Lines with the string "EAST" in the data below: report how many there are, and write nothing but the number.

Saved entries
● ● ●

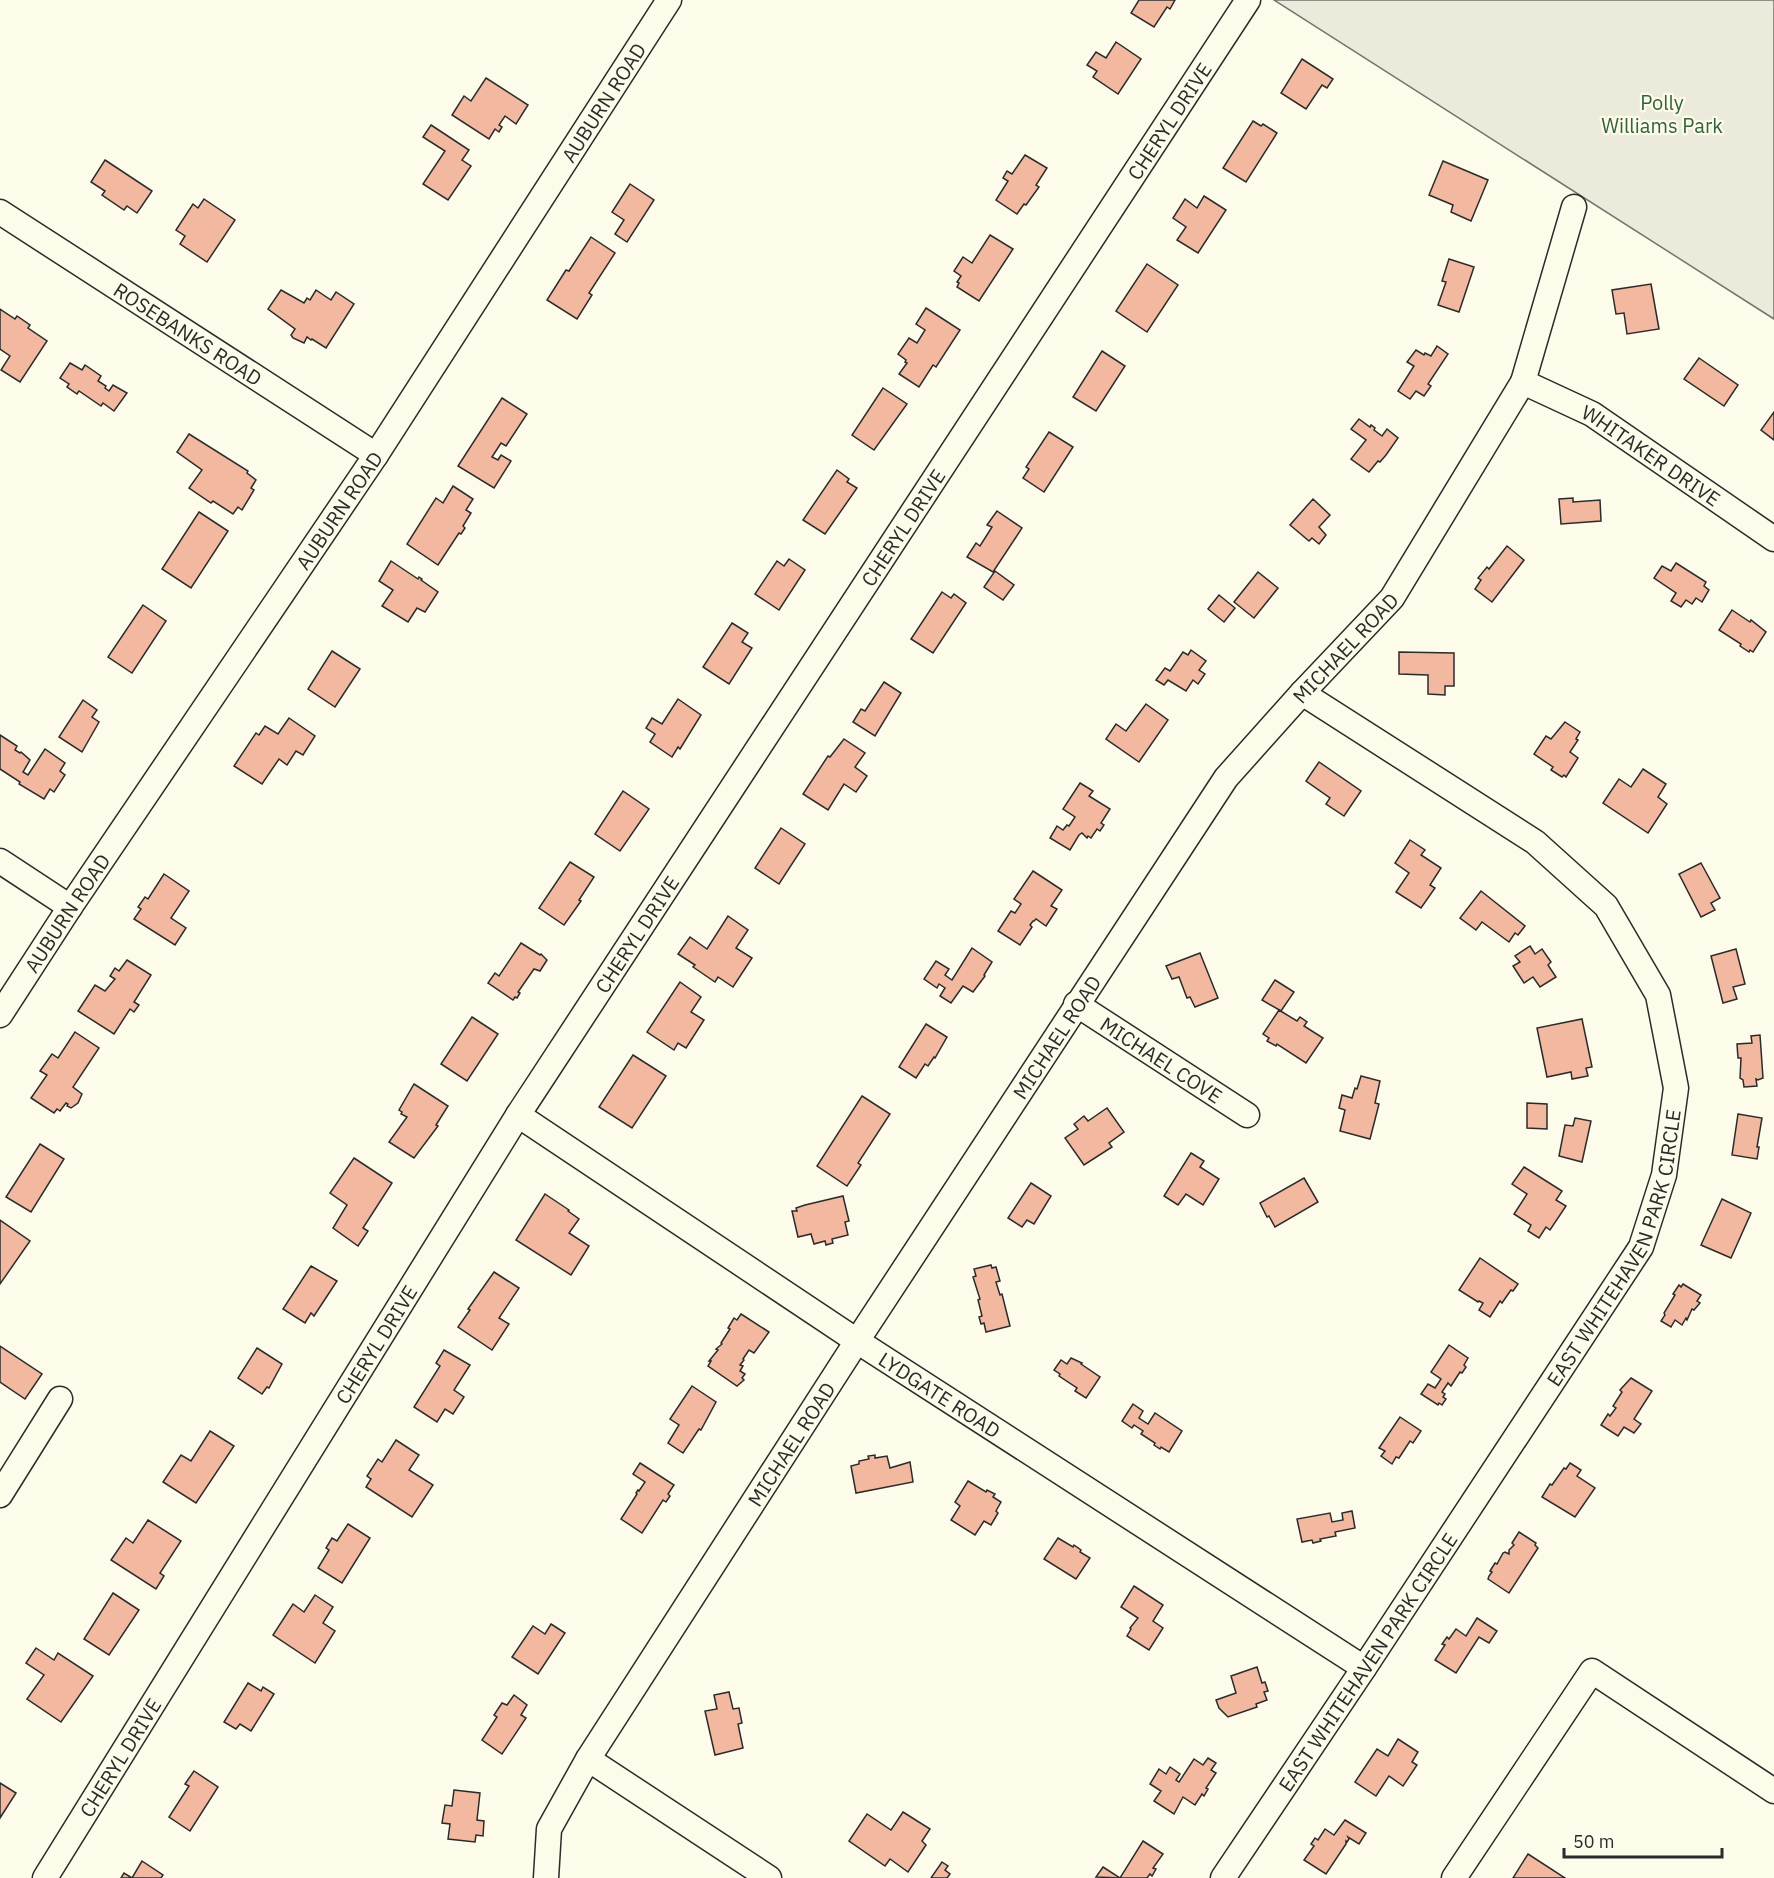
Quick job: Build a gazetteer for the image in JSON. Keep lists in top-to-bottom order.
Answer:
{
  "streets": {
    "street": [
      "AUBURN ROAD",
      "CHERYL DRIVE",
      "ROSEBANKS ROAD",
      "WHITAKER DRIVE",
      "MICHAEL ROAD",
      "MICHAEL COVE",
      "EAST WHITEHAVEN PARK CIRCLE",
      "LYDGATE ROAD"
    ]
  },
  "crossings": [
    ["AUBURN ROAD", "ROSEBANKS ROAD"],
    ["CHERYL DRIVE", "LYDGATE ROAD"],
    ["WHITAKER DRIVE", "MICHAEL ROAD"],
    ["MICHAEL ROAD", "MICHAEL COVE"],
    ["MICHAEL ROAD", "EAST WHITEHAVEN PARK CIRCLE"],
    ["MICHAEL ROAD", "LYDGATE ROAD"],
    ["EAST WHITEHAVEN PARK CIRCLE", "LYDGATE ROAD"]
  ],
  "parks": ["Polly Williams Park"],
  "scale_bar": "50 m"
}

● ● ●

__WORKED SOLUTION__. 3